(Items from a dataset)
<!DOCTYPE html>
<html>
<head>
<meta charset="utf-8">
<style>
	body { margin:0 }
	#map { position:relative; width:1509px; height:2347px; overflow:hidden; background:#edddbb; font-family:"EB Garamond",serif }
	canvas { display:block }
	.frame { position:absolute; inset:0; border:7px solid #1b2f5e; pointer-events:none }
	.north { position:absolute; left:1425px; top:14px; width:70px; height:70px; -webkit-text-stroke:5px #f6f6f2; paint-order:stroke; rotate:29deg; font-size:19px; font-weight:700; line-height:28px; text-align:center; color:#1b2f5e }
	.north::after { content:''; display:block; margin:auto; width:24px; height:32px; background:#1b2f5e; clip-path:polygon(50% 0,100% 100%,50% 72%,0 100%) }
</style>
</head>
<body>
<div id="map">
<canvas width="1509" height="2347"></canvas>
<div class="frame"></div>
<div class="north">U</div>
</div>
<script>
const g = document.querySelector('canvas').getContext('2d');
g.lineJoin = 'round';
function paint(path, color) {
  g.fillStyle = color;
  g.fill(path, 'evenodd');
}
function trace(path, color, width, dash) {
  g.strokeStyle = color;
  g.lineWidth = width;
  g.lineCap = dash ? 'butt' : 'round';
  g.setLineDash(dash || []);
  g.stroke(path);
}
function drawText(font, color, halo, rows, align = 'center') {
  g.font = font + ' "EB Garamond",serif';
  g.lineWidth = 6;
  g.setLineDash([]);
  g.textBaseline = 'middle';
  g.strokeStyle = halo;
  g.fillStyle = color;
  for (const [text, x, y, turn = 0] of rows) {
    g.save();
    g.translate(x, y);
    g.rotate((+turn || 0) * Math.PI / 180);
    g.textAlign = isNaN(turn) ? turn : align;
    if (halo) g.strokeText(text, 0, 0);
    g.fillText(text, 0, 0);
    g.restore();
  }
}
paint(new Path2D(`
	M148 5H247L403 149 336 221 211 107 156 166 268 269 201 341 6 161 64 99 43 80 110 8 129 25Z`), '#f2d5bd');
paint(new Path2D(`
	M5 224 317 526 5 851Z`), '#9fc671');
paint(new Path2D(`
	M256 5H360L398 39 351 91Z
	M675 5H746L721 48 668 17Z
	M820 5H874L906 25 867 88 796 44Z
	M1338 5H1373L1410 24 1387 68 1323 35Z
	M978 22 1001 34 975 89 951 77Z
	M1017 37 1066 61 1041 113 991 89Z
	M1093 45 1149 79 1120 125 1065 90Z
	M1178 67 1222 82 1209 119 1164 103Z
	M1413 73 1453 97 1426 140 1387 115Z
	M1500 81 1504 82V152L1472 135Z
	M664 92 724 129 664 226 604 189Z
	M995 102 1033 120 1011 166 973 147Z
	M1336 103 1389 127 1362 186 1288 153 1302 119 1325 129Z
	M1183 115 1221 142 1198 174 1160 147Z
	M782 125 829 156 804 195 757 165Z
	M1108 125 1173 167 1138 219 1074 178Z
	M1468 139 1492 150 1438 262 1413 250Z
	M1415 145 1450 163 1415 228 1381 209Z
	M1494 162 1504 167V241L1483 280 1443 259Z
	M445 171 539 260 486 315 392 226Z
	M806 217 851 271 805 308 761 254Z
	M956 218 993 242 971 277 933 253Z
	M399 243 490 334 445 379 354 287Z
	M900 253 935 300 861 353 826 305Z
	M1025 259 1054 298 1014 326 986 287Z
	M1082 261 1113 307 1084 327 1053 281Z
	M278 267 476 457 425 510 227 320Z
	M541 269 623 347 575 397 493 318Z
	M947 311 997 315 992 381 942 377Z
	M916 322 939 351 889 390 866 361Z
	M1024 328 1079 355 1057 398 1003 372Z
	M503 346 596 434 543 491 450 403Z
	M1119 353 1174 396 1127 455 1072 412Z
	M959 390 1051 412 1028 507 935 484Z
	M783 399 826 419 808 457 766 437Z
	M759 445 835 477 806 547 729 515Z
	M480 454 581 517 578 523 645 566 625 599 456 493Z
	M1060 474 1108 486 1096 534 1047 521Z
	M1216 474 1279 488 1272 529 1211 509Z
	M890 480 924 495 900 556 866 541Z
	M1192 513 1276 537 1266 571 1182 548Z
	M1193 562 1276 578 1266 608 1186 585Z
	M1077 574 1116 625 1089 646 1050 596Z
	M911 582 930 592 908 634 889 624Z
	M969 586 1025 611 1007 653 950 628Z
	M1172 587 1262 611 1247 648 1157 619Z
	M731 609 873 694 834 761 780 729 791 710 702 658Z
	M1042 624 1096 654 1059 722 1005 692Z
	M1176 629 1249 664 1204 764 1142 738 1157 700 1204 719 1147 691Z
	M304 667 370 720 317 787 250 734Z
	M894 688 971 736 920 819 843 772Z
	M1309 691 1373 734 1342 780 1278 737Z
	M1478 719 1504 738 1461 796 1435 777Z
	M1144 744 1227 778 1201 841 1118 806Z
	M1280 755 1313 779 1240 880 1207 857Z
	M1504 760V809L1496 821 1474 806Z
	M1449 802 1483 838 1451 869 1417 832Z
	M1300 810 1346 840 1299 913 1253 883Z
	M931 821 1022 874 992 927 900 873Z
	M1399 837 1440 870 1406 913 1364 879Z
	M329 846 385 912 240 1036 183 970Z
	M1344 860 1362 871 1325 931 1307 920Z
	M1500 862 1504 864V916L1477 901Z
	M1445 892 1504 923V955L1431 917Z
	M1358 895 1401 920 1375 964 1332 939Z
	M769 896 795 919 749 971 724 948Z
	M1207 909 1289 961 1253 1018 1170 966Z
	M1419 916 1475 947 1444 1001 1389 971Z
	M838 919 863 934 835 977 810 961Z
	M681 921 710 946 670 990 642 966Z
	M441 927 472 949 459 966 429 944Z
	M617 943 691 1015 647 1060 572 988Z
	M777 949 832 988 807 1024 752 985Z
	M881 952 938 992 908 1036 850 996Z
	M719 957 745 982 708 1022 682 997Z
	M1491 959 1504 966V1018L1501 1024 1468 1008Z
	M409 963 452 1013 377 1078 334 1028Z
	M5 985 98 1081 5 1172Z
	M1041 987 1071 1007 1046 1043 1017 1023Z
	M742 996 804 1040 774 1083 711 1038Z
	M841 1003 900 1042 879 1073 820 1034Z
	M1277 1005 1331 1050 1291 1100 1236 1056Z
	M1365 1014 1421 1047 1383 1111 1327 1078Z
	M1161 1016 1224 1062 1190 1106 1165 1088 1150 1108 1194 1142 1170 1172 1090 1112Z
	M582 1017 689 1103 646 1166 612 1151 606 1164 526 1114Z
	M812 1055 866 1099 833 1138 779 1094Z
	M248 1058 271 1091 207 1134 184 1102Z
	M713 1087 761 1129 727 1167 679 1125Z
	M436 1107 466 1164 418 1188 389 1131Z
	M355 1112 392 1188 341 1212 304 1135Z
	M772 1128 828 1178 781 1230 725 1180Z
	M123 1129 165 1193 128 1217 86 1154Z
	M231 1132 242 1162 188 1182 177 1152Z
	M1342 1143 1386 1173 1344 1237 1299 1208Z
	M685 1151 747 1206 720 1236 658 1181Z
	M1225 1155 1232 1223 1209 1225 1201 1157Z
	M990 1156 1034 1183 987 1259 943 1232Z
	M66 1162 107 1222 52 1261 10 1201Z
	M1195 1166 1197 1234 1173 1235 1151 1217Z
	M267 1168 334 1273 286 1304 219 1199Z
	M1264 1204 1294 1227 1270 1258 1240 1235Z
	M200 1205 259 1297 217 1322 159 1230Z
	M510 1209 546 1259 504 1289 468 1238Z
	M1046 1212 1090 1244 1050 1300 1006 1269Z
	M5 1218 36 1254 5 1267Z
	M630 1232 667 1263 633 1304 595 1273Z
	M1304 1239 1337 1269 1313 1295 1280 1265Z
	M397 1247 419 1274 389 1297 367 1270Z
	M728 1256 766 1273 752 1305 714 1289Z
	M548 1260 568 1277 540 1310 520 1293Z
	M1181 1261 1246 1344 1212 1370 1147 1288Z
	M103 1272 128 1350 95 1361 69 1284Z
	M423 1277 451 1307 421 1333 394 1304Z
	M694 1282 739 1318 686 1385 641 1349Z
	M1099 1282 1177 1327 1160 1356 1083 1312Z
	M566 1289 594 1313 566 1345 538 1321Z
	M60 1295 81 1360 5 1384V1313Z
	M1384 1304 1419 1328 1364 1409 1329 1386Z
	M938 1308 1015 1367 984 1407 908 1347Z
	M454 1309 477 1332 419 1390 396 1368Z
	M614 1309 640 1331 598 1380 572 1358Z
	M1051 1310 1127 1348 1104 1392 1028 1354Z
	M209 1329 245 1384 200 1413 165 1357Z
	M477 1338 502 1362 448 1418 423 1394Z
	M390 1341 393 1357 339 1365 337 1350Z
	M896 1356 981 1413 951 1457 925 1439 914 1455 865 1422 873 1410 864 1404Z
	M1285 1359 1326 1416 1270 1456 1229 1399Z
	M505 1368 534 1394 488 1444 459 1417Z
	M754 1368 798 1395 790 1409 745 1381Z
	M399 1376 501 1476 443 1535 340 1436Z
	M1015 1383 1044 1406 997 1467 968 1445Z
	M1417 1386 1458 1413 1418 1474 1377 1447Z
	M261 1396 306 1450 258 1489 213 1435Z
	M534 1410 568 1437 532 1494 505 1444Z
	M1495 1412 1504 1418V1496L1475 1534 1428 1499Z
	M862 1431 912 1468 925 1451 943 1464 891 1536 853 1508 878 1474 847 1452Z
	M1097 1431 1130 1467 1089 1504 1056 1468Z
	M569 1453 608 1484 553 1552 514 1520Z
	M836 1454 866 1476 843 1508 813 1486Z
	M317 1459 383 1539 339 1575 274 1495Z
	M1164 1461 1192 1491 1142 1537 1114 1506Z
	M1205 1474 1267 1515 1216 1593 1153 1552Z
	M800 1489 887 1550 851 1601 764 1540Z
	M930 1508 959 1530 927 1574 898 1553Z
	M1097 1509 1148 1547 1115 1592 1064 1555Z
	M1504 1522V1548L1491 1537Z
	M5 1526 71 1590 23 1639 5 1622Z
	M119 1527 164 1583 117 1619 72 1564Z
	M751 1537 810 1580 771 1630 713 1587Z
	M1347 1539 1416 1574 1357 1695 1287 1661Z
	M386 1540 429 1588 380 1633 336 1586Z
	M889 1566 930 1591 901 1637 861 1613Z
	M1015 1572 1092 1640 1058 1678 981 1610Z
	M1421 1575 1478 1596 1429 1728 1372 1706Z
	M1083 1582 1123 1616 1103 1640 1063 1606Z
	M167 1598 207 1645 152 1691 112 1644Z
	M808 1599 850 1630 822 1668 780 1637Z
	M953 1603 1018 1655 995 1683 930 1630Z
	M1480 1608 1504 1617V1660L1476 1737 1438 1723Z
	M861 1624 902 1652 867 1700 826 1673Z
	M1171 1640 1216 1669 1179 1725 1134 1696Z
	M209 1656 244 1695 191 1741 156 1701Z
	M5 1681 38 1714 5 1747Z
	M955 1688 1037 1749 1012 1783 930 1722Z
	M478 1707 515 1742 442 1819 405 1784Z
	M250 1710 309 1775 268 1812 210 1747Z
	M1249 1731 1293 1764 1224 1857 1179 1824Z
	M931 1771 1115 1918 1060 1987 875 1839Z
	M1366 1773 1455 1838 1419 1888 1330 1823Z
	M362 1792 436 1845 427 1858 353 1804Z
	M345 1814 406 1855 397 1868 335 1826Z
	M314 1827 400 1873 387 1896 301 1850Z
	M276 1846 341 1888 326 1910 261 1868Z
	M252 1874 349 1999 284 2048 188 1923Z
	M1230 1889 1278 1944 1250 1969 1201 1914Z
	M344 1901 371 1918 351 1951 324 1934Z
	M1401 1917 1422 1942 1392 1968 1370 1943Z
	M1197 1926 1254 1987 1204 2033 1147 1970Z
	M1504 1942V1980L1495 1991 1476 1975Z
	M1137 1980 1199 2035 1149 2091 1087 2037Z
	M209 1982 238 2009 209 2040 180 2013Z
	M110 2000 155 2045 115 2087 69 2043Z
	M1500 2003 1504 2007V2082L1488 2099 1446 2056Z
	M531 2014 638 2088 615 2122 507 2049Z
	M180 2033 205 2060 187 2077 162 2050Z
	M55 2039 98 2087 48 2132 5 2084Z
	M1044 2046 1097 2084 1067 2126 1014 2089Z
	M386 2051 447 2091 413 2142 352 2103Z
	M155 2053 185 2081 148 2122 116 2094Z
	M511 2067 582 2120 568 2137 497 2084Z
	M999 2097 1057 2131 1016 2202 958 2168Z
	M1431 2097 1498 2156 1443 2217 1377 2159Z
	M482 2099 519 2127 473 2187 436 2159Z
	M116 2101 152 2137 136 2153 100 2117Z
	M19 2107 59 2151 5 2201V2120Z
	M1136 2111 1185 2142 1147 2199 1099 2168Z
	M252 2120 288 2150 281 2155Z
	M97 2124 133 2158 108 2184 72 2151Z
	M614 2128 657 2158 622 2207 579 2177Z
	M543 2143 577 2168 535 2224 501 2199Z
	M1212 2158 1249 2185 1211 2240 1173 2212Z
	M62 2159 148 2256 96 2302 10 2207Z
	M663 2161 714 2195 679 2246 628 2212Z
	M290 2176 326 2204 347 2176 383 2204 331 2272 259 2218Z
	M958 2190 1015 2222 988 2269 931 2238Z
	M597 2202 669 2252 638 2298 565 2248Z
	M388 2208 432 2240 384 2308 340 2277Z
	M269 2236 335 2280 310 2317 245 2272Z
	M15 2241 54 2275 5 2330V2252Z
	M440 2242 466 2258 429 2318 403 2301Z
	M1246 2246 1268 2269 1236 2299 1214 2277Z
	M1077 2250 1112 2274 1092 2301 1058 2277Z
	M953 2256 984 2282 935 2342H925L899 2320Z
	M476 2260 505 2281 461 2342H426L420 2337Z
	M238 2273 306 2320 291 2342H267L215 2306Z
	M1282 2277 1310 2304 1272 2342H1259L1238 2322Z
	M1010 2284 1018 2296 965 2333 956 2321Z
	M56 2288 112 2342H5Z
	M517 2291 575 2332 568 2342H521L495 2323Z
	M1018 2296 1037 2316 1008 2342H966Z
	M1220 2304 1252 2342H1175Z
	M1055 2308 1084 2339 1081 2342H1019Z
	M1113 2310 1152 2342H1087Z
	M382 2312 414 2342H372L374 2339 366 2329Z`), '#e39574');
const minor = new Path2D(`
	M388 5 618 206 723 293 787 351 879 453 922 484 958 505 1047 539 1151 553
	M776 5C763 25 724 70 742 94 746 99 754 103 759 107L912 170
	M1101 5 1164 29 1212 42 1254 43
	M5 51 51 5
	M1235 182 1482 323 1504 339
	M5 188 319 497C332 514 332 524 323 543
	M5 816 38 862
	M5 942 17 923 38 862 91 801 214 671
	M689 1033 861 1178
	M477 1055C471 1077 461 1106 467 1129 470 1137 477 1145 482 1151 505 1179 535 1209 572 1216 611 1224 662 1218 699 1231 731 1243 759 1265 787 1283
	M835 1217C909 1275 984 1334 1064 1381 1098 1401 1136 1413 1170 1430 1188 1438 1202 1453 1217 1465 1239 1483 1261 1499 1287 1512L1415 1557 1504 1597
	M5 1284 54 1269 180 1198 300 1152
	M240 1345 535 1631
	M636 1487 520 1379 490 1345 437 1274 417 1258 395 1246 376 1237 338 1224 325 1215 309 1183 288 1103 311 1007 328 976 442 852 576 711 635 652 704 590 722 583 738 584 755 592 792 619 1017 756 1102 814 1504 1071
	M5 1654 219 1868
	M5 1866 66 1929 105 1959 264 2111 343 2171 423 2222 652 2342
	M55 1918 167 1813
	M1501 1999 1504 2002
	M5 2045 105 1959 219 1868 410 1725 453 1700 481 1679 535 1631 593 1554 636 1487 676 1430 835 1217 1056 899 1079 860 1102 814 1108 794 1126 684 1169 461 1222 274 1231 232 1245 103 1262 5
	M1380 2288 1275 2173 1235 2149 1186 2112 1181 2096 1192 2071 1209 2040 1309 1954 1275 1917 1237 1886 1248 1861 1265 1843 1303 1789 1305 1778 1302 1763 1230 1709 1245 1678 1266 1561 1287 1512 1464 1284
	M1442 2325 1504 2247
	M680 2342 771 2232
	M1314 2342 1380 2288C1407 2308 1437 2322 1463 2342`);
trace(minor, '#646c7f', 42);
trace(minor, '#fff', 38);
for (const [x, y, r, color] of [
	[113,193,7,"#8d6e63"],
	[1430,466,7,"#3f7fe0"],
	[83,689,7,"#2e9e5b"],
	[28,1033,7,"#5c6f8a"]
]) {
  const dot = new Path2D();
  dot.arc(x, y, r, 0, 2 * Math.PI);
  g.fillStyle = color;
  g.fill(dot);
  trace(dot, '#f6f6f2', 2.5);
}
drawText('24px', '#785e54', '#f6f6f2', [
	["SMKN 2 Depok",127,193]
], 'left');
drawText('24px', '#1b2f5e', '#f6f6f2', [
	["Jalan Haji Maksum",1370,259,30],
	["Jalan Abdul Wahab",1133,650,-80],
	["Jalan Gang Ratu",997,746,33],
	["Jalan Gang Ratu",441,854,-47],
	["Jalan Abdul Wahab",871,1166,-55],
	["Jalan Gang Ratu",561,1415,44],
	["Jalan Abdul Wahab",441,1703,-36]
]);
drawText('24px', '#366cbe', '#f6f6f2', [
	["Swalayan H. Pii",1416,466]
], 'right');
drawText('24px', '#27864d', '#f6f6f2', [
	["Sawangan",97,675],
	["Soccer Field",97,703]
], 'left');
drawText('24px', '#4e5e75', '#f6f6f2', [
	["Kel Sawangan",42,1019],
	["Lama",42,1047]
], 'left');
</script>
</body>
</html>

EXERCISE DETAILS: Given the records above, return exactly the lines starting at the line containing "if (halo) g.strokeText(text, 0, 0);" and ending at the line containing "M1093 45 1149 79 1120 125 1065 90Z", including both.

ANSWER TO THIS TASK:
    if (halo) g.strokeText(text, 0, 0);
    g.fillText(text, 0, 0);
    g.restore();
  }
}
paint(new Path2D(`
	M148 5H247L403 149 336 221 211 107 156 166 268 269 201 341 6 161 64 99 43 80 110 8 129 25Z`), '#f2d5bd');
paint(new Path2D(`
	M5 224 317 526 5 851Z`), '#9fc671');
paint(new Path2D(`
	M256 5H360L398 39 351 91Z
	M675 5H746L721 48 668 17Z
	M820 5H874L906 25 867 88 796 44Z
	M1338 5H1373L1410 24 1387 68 1323 35Z
	M978 22 1001 34 975 89 951 77Z
	M1017 37 1066 61 1041 113 991 89Z
	M1093 45 1149 79 1120 125 1065 90Z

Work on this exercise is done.